REPUBLIKA.CO.ID, Oleh Prof Dr Syihabuddin Qalyubi Lc MAg*
Sejak kasus Covid-19 terdeteksi di Indonesia, yaitu Maret 2020 sampai dengan sekarang korban yang terpapar menunjukkan peningkatan. Banyak faktor penyebab naiknya grafik yang terpapar musibah ini.
Antara lain masyarakat kurang memperhatikan protokol kesehatan sebagai akibat kehidupan yang jenuh, sehingga mereka ingin segera mengubah suasana, dengan rekreasi dan mendatangi tempat-tempat yang belum layak dikunjungi.
Di samping itu umat Islam sebagai mayoritas penduduk negeri ini, umumnya sudah kembali ke kehidupan rutinitasnya, sholat berjamaah di masjid, mendatangi majlis taklim, pengajian, dan kegiatan lainnya, padahal Covid-19 belum mereda, dan masih nyata adanya, sehingga hal ini menyumbang grafik kenaikan yang terpapar.
Padahal jika diperhatikan dengan seksama, betapa indahnya beragama Islam di tengah pandemi Covid-19. Di sini kita lihat fleksibilitas dalam penerapan hukum Islam yang kita imani, sifat fleksibilitas tersebut menjadi pedoman ulama kini untuk mengkaji ulang cara beribadah agar tetap pada esensi dan tidak menyalahi syariat.

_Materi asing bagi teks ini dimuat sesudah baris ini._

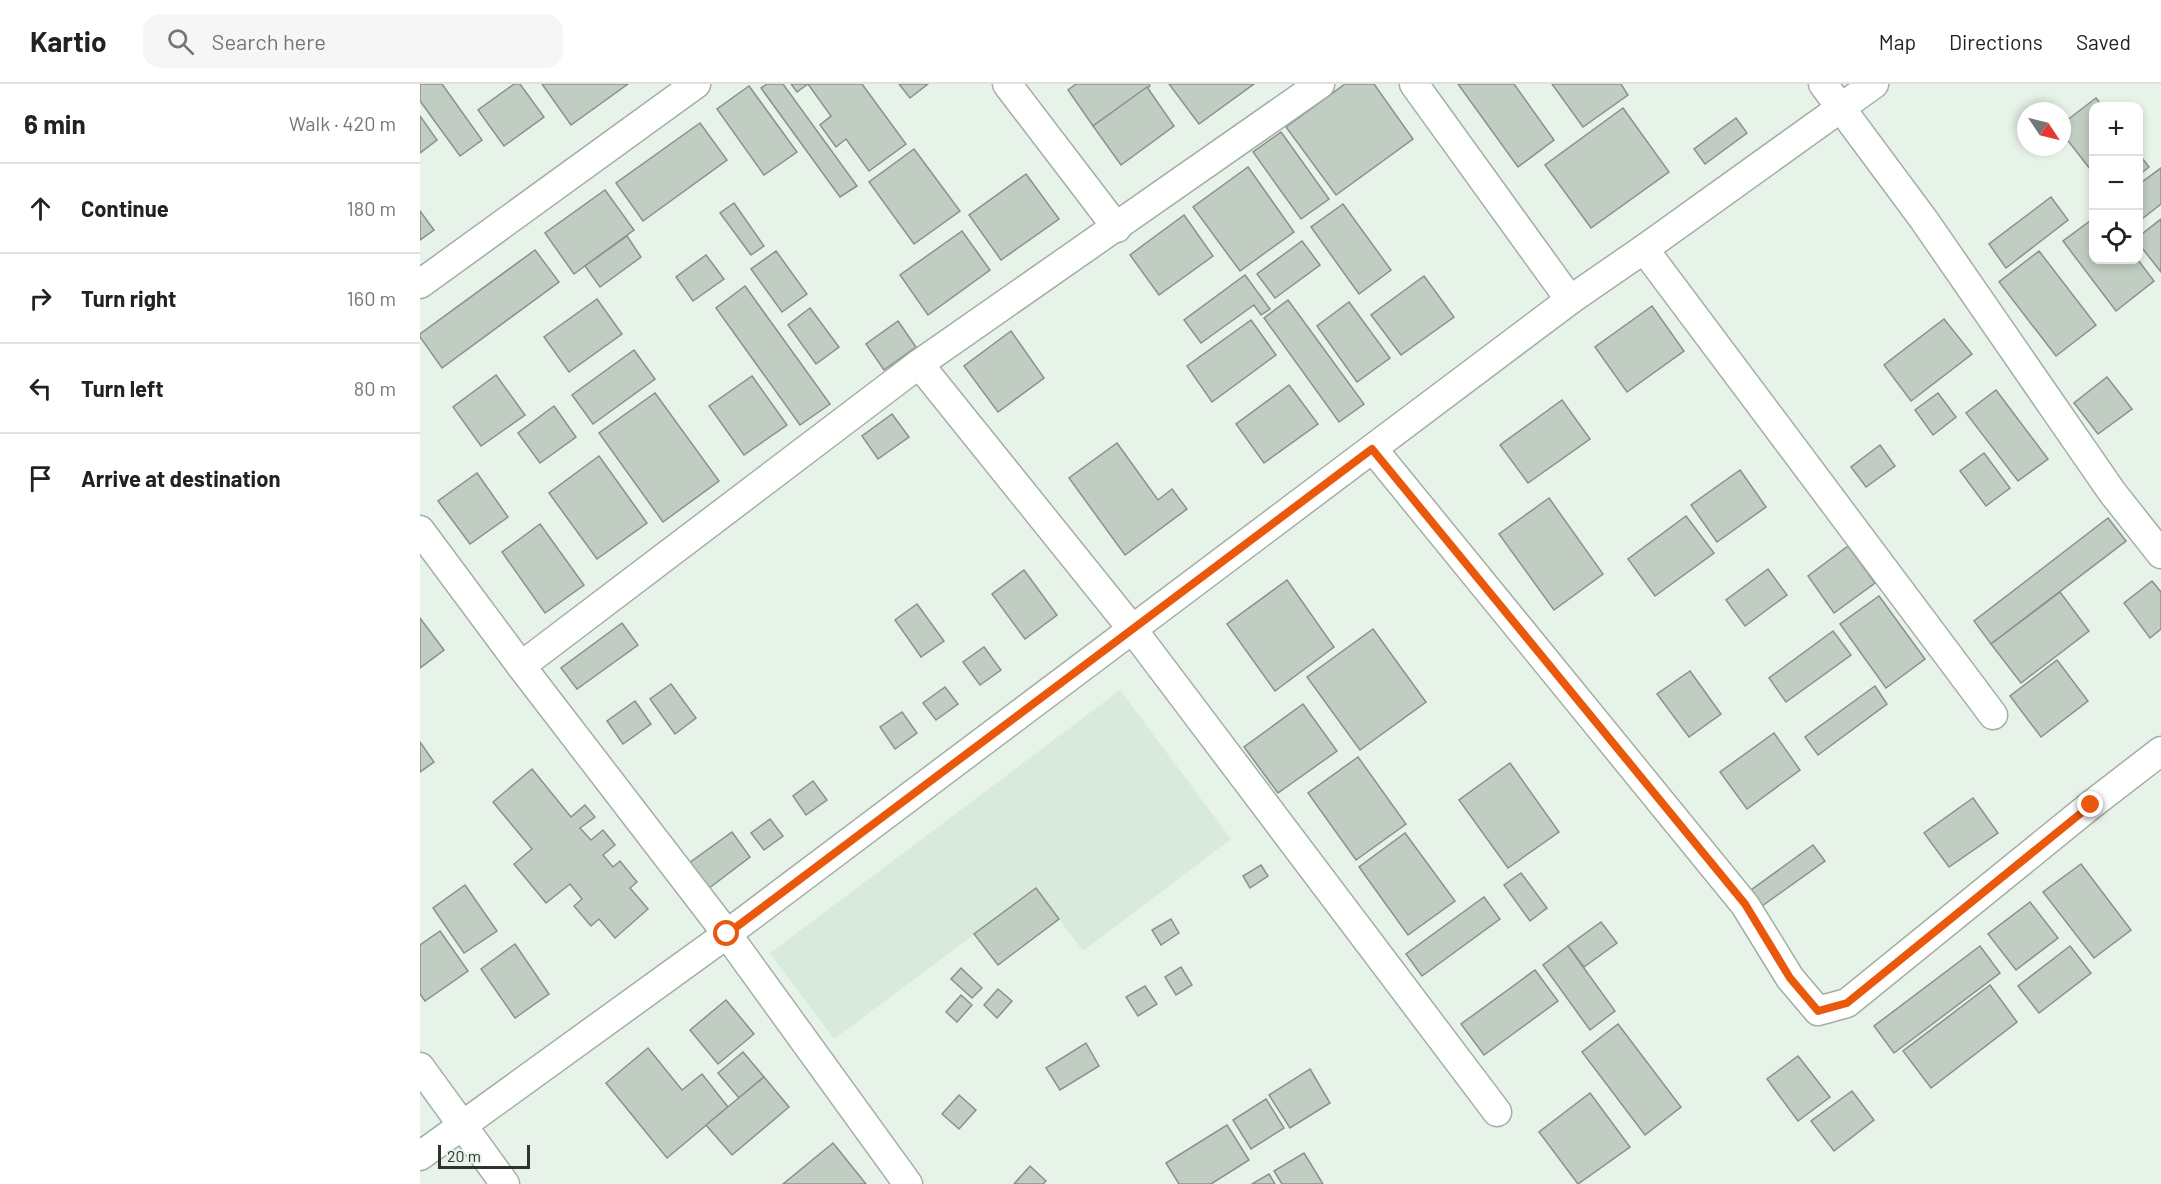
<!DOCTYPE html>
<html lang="en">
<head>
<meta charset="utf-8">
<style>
  :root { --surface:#fff; --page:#f6f6f6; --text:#222; --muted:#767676; --line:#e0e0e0 }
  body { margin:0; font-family:Barlow,sans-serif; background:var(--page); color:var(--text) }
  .controls { position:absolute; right:18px; top:18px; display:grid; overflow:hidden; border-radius:12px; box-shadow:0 3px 9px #0003 }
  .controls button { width:54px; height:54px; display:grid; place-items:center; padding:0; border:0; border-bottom:2px solid var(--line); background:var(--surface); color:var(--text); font:30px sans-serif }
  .compass { position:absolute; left:1597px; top:18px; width:54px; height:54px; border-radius:50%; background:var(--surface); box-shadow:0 3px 9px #0003; rotate:125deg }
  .scale { position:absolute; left:18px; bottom:15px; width:92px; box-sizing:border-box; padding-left:6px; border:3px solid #2e332f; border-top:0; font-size:16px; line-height:21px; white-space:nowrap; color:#2e332f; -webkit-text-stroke:4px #e7f3e9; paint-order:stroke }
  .stop { position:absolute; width:18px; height:18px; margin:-14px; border:4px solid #ea580c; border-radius:50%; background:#fff }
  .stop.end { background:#ea580c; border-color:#fff; box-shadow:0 2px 6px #0008 }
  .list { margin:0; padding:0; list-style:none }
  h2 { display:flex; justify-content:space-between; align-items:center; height:78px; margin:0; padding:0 24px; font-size:26px }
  h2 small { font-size:20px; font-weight:400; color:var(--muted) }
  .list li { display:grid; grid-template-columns:39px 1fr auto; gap:18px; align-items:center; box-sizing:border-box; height:90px; padding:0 24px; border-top:2px solid var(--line) }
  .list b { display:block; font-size:22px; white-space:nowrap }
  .list em { font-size:20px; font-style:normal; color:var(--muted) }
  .icon { flex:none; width:33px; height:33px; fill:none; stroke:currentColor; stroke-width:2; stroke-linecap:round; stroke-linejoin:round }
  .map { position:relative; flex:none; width:1741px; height:1100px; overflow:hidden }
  header { display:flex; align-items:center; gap:36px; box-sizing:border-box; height:84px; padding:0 30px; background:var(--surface); border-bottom:2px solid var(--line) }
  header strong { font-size:28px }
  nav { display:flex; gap:33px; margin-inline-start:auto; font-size:21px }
  .search { width:420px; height:54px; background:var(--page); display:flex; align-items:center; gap:15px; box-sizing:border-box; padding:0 21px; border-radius:18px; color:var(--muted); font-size:22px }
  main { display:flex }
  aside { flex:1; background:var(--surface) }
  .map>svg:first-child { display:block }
</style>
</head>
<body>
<header>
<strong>Kartio</strong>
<div class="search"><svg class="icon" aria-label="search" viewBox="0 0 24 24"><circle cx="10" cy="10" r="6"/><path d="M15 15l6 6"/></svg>Search here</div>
<nav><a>Map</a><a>Directions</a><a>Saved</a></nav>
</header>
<main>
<aside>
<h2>6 min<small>Walk · 420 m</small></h2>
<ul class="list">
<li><svg class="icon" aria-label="ahead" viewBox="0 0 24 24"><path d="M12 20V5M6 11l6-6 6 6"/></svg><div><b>Continue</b></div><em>180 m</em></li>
<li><svg class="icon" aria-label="right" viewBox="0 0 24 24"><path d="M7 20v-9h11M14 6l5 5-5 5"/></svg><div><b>Turn right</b></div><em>160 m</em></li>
<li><svg class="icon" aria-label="left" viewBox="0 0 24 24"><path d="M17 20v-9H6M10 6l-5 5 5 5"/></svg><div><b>Turn left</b></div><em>80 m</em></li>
<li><svg class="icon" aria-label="arrive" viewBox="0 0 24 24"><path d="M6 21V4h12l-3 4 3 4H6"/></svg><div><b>Arrive at destination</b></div></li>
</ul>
</aside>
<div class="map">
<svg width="1741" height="1100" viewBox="0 0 1741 1100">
  <rect width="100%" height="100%" fill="#e7f3e9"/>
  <path fill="#d8eadb" d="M700,606L811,755L663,867L616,804L414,955L350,869Z"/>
  <g fill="#c1cdc3" stroke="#88928a" stroke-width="1.5">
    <path d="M0,0H22L62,56L40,72L0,17Z"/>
    <path d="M94,0H100L124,33L84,62L58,26Z"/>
    <path d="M122,0H208L151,41Z"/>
    <path d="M347,0H363L437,102L420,113L341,4Z"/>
    <path d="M371,0H442L486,60L449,87L426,55L416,63L400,41L411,32L388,0L377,8Z"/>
    <path d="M479,0H508L490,14Z"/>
    <path d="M656,0H729L730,2L673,42L648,6Z"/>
    <path d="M749,0H834L779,40Z"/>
    <path d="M925,0H954L993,55L916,111L866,43Z"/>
    <path d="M1038,0H1094L1134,56L1098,83Z"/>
    <path d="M1132,0H1201L1208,11L1163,43Z"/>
    <path d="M329,2L377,68L344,91L297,25Z"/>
    <path d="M727,3L754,42L701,81L673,42Z"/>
    <path d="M1676,14L1682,22H1674V90L1642,49V40Z"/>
    <path d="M1203,24L1249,88L1171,144L1125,81Z"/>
    <path d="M0,32L17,56L0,69Z"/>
    <path d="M1316,34L1327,49L1285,80L1274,65Z"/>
    <path d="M280,39L307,76L223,137L196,99Z"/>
    <path d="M861,48L909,115L881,135L833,68Z"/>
    <path d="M494,65L540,127L494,160L449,98Z"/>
    <path d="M1718,69L1729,83L1718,92Z"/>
    <path d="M828,83L874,148L820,187L773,123Z"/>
    <path d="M1741,84V120L1718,138V101Z"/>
    <path d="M606,90L639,135L581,176L549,131Z"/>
    <path d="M185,106L214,146L154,190L125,149Z"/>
    <path d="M1631,113L1648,136L1586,184L1569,160Z"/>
    <path d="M314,119L344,162L331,171L300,129Z"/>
    <path d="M923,120L971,186L939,210L891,143Z"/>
    <path d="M0,127L14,146L0,156Z"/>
    <path d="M764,131L793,172L739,211L710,171Z"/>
    <path d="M1674,134V176H1718L1734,197L1696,227L1643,157Z"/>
    <path d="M1741,135V188L1718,159V153Z"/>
    <path d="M542,147L570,186L508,231L480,191Z"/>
    <path d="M207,152L221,173L180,203L165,182Z"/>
    <path d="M882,157L900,181L855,214L837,190Z"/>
    <path d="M115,166L139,198L22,284L0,253V250Z"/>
    <path d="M356,167L387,210L362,228L331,185Z"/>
    <path d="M1619,167L1676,241L1636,272L1579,198Z"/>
    <path d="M286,171L304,195L273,217L256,193Z"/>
    <path d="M825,191L850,225L841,231L834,221L781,259L764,236Z"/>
    <path d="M1004,192L1034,233L981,271L951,231Z"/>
    <path d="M325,202L410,320L380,341L296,224Z"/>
    <path d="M177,215L202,250L149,288L124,253Z"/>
    <path d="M868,216L944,320L919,338L844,234Z"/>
    <path d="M929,218L970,274L937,298L897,242Z"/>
    <path d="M1232,222L1264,267L1207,308L1175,263Z"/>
    <path d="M390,224L419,263L396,280L368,241Z"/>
    <path d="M1524,235L1552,270L1491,317L1464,281Z"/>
    <path d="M831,236L856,271L792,318L767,282Z"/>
    <path d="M478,237L496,263L464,286L446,260Z"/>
    <path d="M591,247L624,294L578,328L544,282Z"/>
    <path d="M214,266L235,295L173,340L152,311Z"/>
    <path d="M76,291L105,331L61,362L33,323Z"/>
    <path d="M332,292L367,341L324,371L289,322Z"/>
    <path d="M1687,293L1712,325L1678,350L1654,319Z"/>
    <path d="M869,301L898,340L844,379L816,340Z"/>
    <path d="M1576,306L1628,375L1598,397L1546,329Z"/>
    <path d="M235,309L299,397L243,438L179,349Z"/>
    <path d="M1518,309L1536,333L1513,351L1495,326Z"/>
    <path d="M1142,316L1170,355L1108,399L1080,361Z"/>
    <path d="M134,322L156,353L120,379L98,349Z"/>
    <path d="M472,330L489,353L458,375L442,352Z"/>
    <path d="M697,359L738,416L752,405L767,425L705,471L649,394Z"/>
    <path d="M1460,361L1475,382L1446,403L1431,383Z"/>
    <path d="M1564,369L1590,404L1566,422L1540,387Z"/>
    <path d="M179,372L227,439L177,475L129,409Z"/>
    <path d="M1320,386L1346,423L1297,458L1271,421Z"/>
    <path d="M57,389L88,433L50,460L18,417Z"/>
    <path d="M1129,414L1183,490L1134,526L1079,450Z"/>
    <path d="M1266,432L1294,469L1235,512L1208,475Z"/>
    <path d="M1688,434L1706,457L1571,560L1554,537Z"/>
    <path d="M120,440L164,501L125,529L82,468Z"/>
    <path d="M1428,462L1455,499L1414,529L1388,492Z"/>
    <path d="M1348,485L1367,511L1325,542L1306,516Z"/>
    <path d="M604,486L637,531L605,555L572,510Z"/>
    <path d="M867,496L914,563L855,607L807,540Z"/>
    <path d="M1732,497L1741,508V545L1730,554L1704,519Z"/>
    <path d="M1640,508L1669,547L1601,599L1571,560Z"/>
    <path d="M1459,512L1505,575L1466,604L1420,540Z"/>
    <path d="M497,520L524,557L501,573L475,536Z"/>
    <path d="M0,534L24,566L0,584Z"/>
    <path d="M202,539L218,561L157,605L141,584Z"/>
    <path d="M953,545L1006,618L940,666L887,593Z"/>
    <path d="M1413,547L1431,571L1366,618L1349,594Z"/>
    <path d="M564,563L581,586L560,601L543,578Z"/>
    <path d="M1637,576L1668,617L1621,653L1590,612Z"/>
    <path d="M1270,587L1301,630L1269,653L1237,610Z"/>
    <path d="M251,600L276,634L255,650L230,615Z"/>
    <path d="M1455,602L1467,620L1398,671L1385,653Z"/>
    <path d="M525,603L538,620L516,636L503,619Z"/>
    <path d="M215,617L231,640L203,660L187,637Z"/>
    <path d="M883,620L917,667L858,709L824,663Z"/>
    <path d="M482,628L497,649L475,665L460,643Z"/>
    <path d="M1354,649L1380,686L1327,725L1300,688Z"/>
    <path d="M0,658L14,678L0,688Z"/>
    <path d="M938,673L986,740L936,776L888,709Z"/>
    <path d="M1090,679L1139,748L1088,784L1039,716Z"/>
    <path d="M112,685L151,733L165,721L175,733L160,744L171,756L183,746L195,761L183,771L193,783L200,777L217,798L210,804L228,825L195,854L179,835L171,842L154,822L162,815L150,800L126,819L94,780L112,765L73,718Z"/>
    <path d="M393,697L407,716L386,731L373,712Z"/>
    <path d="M1553,714L1578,749L1529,783L1504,749Z"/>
    <path d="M350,735L363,752L344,766L331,749Z"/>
    <path d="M312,748L330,773L284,808L265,782Z"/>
    <path d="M985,749L1035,817L988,851L939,783Z"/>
    <path d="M1393,761L1405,777L1342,822L1331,806Z"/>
    <path d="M1661,780L1711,846L1674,874L1623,808Z"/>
    <path d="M841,781L848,792L830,804L823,792Z"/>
    <path d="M1101,789L1127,824L1110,837L1084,801Z"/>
    <path d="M45,801L77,847L44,869L13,824Z"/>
    <path d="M616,804L639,835L578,881L554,850Z"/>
    <path d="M1064,813L1080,835L1002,892L986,870Z"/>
    <path d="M1610,818L1638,854L1596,886L1568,850Z"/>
    <path d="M751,835L759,849L741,861L732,846Z"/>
    <path d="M1181,838L1197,859L1164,883L1148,862Z"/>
    <path d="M20,847L48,887L5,917L0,910V861Z"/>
    <path d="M95,860L129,910L95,934L61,885Z"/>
    <path d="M1148,862L1195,927L1170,946L1123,881Z"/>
    <path d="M1560,862L1580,889L1474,969L1454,942Z"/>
    <path d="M1650,862L1671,889L1619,929L1598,902Z"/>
    <path d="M761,883L772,901L756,911L745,893Z"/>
    <path d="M541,884L562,904L552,914L531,895Z"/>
    <path d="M1115,886L1138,917L1064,971L1041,940Z"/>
    <path d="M1570,901L1597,938L1511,1004L1483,967Z"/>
    <path d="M725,902L737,920L718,932L706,913Z"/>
    <path d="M578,905L592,917L577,934L564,921Z"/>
    <path d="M541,911L552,921L537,938L526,928Z"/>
    <path d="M306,916L334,950L298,980L270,946Z"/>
    <path d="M1198,940L1261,1023L1225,1051L1162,968Z"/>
    <path d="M666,959L679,982L640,1006L626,984Z"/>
    <path d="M228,964L262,1006L282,990L308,1023L247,1074L186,999Z"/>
    <path d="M323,968L344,993L319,1014L298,989Z"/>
    <path d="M1378,972L1410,1013L1378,1037L1347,995Z"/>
    <path d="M890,985L910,1019L870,1044L849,1011Z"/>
    <path d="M344,993L369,1023L312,1071L286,1041Z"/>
    <path d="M1432,1007L1454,1036L1414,1067L1391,1037Z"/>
    <path d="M1170,1009L1210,1063L1158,1100L1119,1048Z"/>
    <path d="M539,1011L556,1026L539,1045L522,1030Z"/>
    <path d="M846,1015L864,1044L831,1065L813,1036Z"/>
    <path d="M807,1041L829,1076L791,1100H759L746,1079Z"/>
    <path d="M413,1059L446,1100H363Z"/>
    <path d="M884,1069L903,1100H862L854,1087Z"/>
    <path d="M610,1082L626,1097L623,1100H594Z"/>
    <path d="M849,1090L855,1100H832Z"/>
  </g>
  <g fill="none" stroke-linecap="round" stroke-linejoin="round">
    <g stroke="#a3aea5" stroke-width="31">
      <g id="minor">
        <path d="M587,0L697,144"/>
        <path d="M994,0L1150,216"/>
        <path d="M1403,0L1504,136L1692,408L1741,470"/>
        <path d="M1224,165L1573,631"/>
        <path d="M0,200L276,0"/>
        <path d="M499,280L713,546L1077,1028"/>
        <path d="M953,365L1325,821L1370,894L1398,927L1427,919L1671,721L1741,667"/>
        <path d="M0,446L101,582L307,850L488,1100"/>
        <path d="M101,582L499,280L900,0"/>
        <path d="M0,983L85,1100"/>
        <path d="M0,1072L307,850L1150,216L1224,165L1454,0"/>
      </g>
    </g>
    <use href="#minor" stroke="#fff" stroke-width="28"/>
  </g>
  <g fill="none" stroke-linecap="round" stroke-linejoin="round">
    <path stroke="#ea580c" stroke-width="8" d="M307,850L952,365L1325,820L1370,894L1398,927L1427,919L1671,721"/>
  </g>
</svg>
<div class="controls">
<button>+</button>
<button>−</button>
<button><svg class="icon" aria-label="locate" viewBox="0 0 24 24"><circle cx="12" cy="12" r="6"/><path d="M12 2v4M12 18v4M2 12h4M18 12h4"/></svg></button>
</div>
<svg class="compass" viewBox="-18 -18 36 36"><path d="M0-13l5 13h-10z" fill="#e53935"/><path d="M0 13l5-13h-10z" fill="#767676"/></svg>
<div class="scale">20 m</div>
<div class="stop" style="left:307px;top:850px"></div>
<div class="stop end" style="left:1671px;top:721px"></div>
</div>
</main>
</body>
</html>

Paling tidak ada tiga kaidah yang bisa dipedomani untuk menjaga fleksibilitas Ajaran Islam di musim pandemi ini:
1. Kesulitan menyebabkan adanya kemudahan ( المَشَقَّةُ تَجْلِبُ التَّيْسِيْر )
Covid-19 yang sudah berlangsung kurang lebih sepuluh bulan ini, memberikan dampak terbatasnya ruang gerak, sehingga kita terkungkung di dalam kawasan yang sangat terbatas. Namun akhir-akhir ini lockdown di berbagai daerah sudah dibuka, sehingga terjadi kontak di antara warga secara langsung sebagaimana sebelum ada Corona. Seandainya kita mau sedikit bersabar, tentu setidaknya korban yang terpapar mungkin tidak akan meroket seperti ini .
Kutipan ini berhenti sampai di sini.